Честно говоря, это была совершенно несущественная замена, которая ни малейшим образом не меняла смысла фразы.
Прежде было: «Посыпанная белым гравием дорога уходила в воспоминания». Вместо этого следовало читать: «… дорога терялась в воспоминаниях». Вместо «уходила» — «терялась».

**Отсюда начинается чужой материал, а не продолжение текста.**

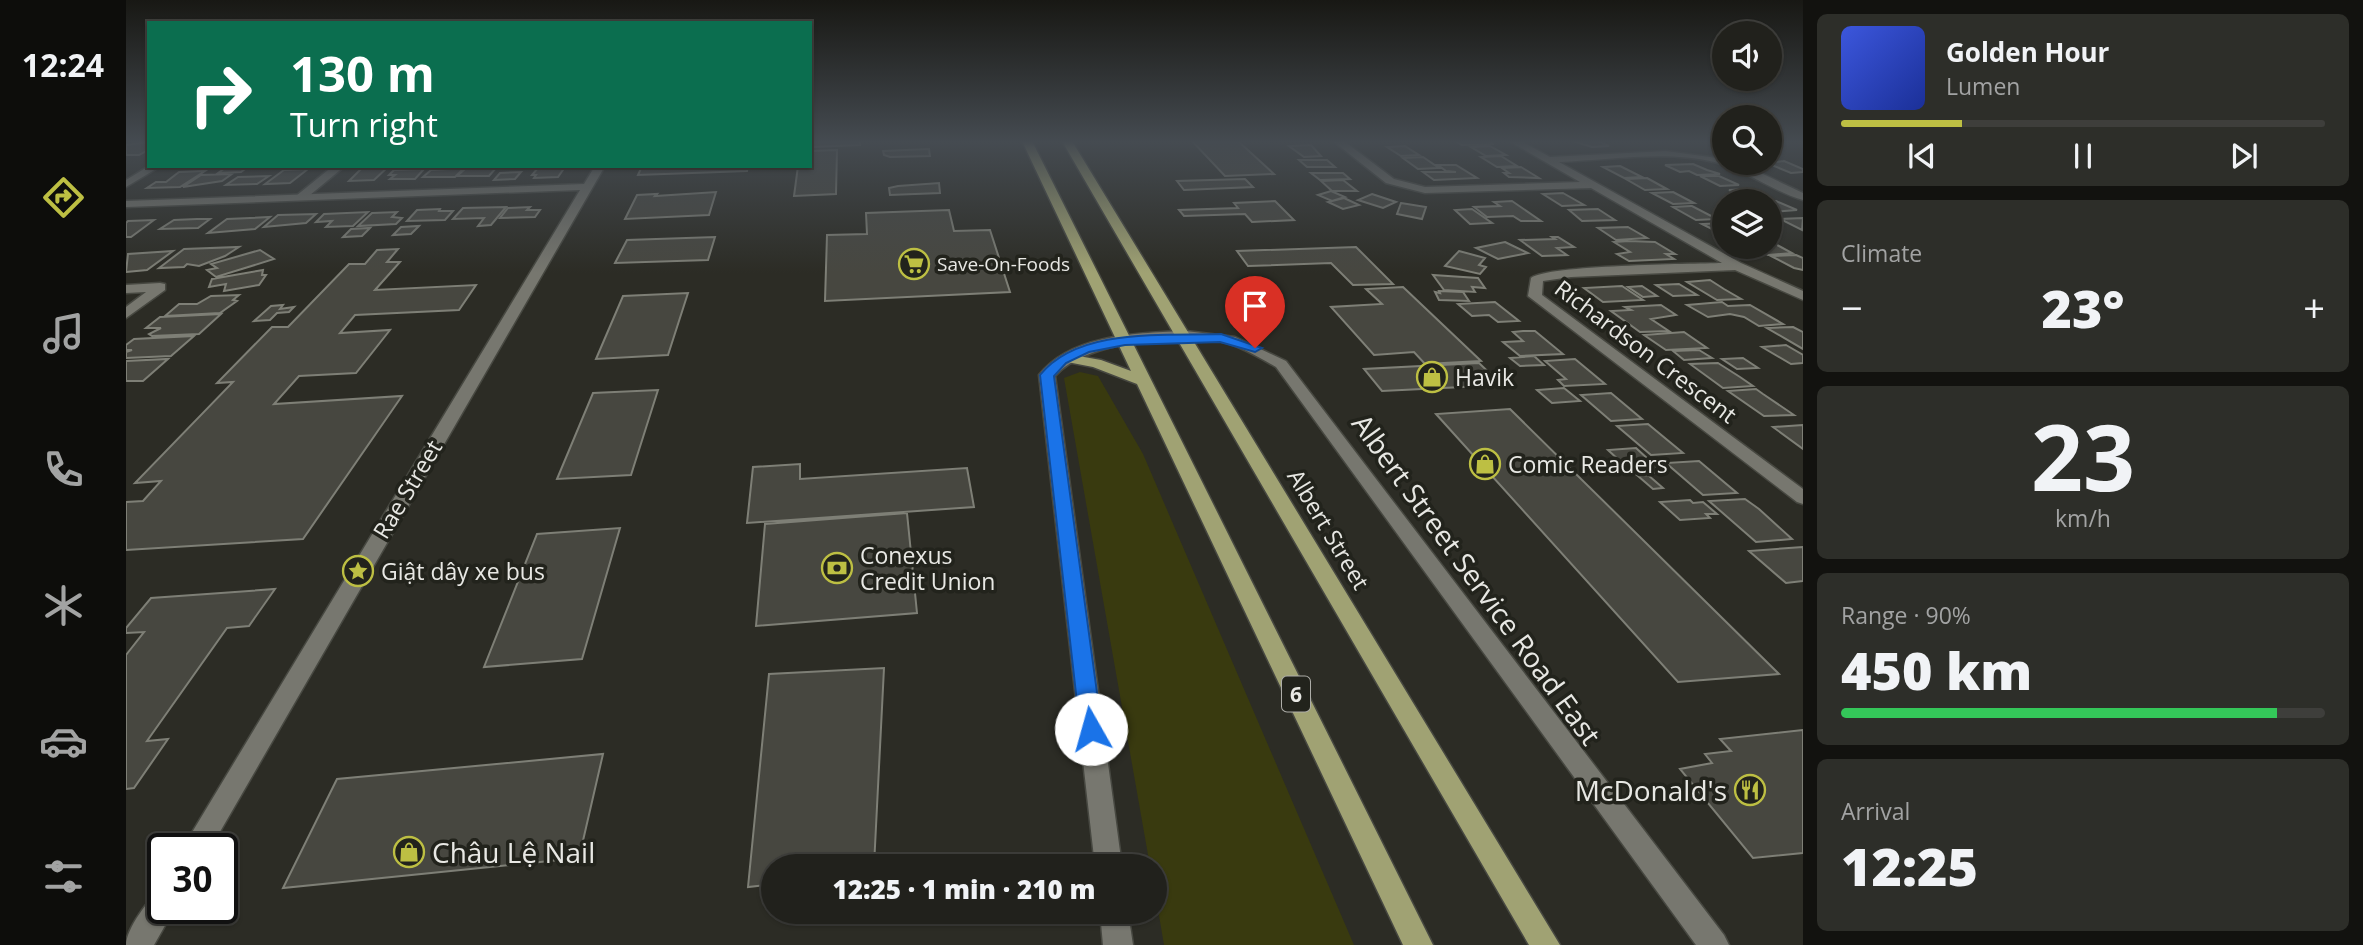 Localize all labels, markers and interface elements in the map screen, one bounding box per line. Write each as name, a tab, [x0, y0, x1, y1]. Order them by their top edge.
map controls	[1712, 21, 1782, 259]
button: sound	[1712, 21, 1782, 91]
text: Golden Hour	[1946, 34, 2109, 70]
text: 130 m	[290, 40, 435, 106]
text: 12:24	[22, 43, 104, 86]
icon: right	[175, 49, 266, 140]
text: Lumen	[1946, 70, 2020, 102]
text: Turn right	[290, 103, 438, 146]
button: search	[1712, 105, 1782, 175]
icon: previous	[1903, 137, 1941, 175]
icon: pause	[2064, 137, 2102, 175]
icon: next	[2225, 137, 2263, 175]
icon: directions	[39, 173, 88, 222]
button: layers	[1712, 189, 1782, 259]
text: Climate	[1841, 237, 1922, 269]
supermarket icon: Save-On-Foods	[897, 247, 931, 281]
place label: Save-On-Foods	[937, 251, 1070, 277]
street label: Richardson Crescent	[1548, 272, 1744, 430]
text: 23°	[2042, 272, 2124, 343]
pin	[1225, 276, 1285, 348]
text: −	[1841, 281, 1863, 333]
text: +	[2303, 281, 2325, 333]
icon: arrive	[1236, 287, 1274, 325]
icon: music	[39, 309, 88, 358]
shop icon: Havik	[1415, 360, 1449, 394]
place label: Havik	[1455, 361, 1514, 393]
text: 23	[2031, 394, 2135, 518]
street label: Albert Street Service Road East	[1344, 406, 1610, 752]
street label: Rae Street	[365, 434, 449, 544]
icon: phone	[39, 445, 88, 494]
shop icon: Comic Readers	[1468, 447, 1502, 481]
place label: Comic Readers	[1508, 448, 1668, 480]
street label: Albert Street	[1280, 463, 1378, 595]
text: km/h	[2055, 502, 2111, 534]
place label: Conexus Credit Union	[860, 539, 995, 597]
bank icon: Conexus Credit Union	[820, 551, 854, 585]
place icon: Giật dây xe bus	[341, 554, 375, 588]
place label: Giật dây xe bus	[381, 555, 545, 587]
icon: climate	[39, 581, 88, 630]
text: Range · 90%	[1841, 599, 1971, 631]
text: 450 km	[1841, 634, 2032, 705]
road number: 6	[1282, 676, 1310, 712]
position arrow	[1054, 692, 1128, 766]
icon: car	[39, 717, 88, 766]
place label: McDonald's	[1575, 771, 1727, 809]
restaurant icon: McDonald's	[1733, 773, 1767, 807]
text: Arrival	[1841, 795, 1910, 827]
text: 12:25	[1841, 830, 1978, 901]
speed limit sign: 30	[147, 833, 238, 924]
place label: Châu Lệ Nail	[432, 833, 595, 871]
shop icon: Châu Lệ Nail	[392, 835, 426, 869]
icon: filters	[39, 852, 88, 901]
text: 12:25 · 1 min · 210 m	[833, 871, 1095, 907]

Со вздохом облегчения умирающий вновь откинулся на подушку. Видимо, у него было такое чувство, словно этой незначительной поправкой он многое поправил. Быть может, он хотел этим дать понять, что нужно до последнего вздоха неотступно стремиться исправлять свой стиль, исправлять свою жизнь. Он считал, что заменил неудачный оборот речи более точным, он еще в этот последний миг что-то вычеркнул из своей жизни и написал что-то новое вместо зачеркнутого. Это последнее напряжение сил было не чем иным, как попыткой, напрягая угасающее сознание, произвести этой незначительной корректурой большую корректуру своей жизни. Он вычеркнул из нее ошибочное и поставил правдивое на место ложного. Вместо «уходила» — «терялась». Конечно, тут могло быть и другое слово, и другой оборот речи, — не в том дело. Было сделано исправление. И этот еще раз перед лицом смерти собравшийся с силами человек, преисполненный решимости к уточнению и исправлению, эта оставшаяся в памяти людей картина его ухода, — придали его жизни и творчеству новый смысл и новое значение; в этот предсмертный час поэт сам превратился в стихотворение, — в стихотворение собственного сочинения, — его последнее и лучшее.
На развалинах одной виллы
Сидя на развалинах виллы, принадлежавшей богатому человеку, любуясь темно-синей от вечернего света морской гладью, нагибаясь иногда, чтобы извлечь из мусора обрывки бумаги и узнать из них хоть что-то, характеризующее бывшего владельца этой чудесно расположенной летней резиденции, — я размышляю о жизни и занятиях этих богатых людей, из которых иные, как и хозяин этой разрушенной виллы, обладали не только деньгами, но и умом, вкусом, образованием; им порою нельзя отказать в гуманных чувствах, в чуткости к жизни сердца. Облик богатого человека, который возникает из обрывков его книг, не лишен известного обаяния: богатый человек в расцвете лет, юрист с широкой практикой, любитель женщин, знаток вин, гурман, в равной мере интересующийся как духовной пищей, так и спортом, в литературе преимущественно интересующийся творчеством древних греков и произведениями современного декаданса, считающий своими любимыми поэтами Гёльдерлина и Малларме. Это последний бюргер, скептически относящийся к бюргерству и его «миссии», презирающий буржуазию, к которой он принадлежит. Он был против нацистов; некоторые извлеченные из хлама и поддающиеся расшифровке обрывки писем безусловно свидетельствуют об этом. Он был против нацистов потому, что они угрожали его покою; он совсем не хотел быть постоянно занятым, хотел жить спокойно и наслаждаться… Ему хотелось наслаждаться всем, что создали до него десятки поколений, быть воплощением «конца века», чертой, подведенной под прошлым, да, в сущности, он ею и стал, этот гедонист с хорошим вкусом. Такие люди не находят себе продолжателей. В стремлении защитить гедонизм буржуазия утрачивает всякий вкус и должна удовлетворяться все более грубыми наслаждениями. Ее вкус извращается, средства, с помощью которых она доставляет себе наслаждения, мельчают. Их уже нет и в помине там, где наша молодежь открыла свой лагерь, прямо напротив обращенной в развалины виллы. «Посторонним вход запрещен». Эту табличку буржуа в свое время прибил над входом в свой дом и при входе на свой участок. Нам не нужны такие таблички, такие запреты. И если бы посторонние явились на нашу землю, мы выставили бы их самым решительным образом.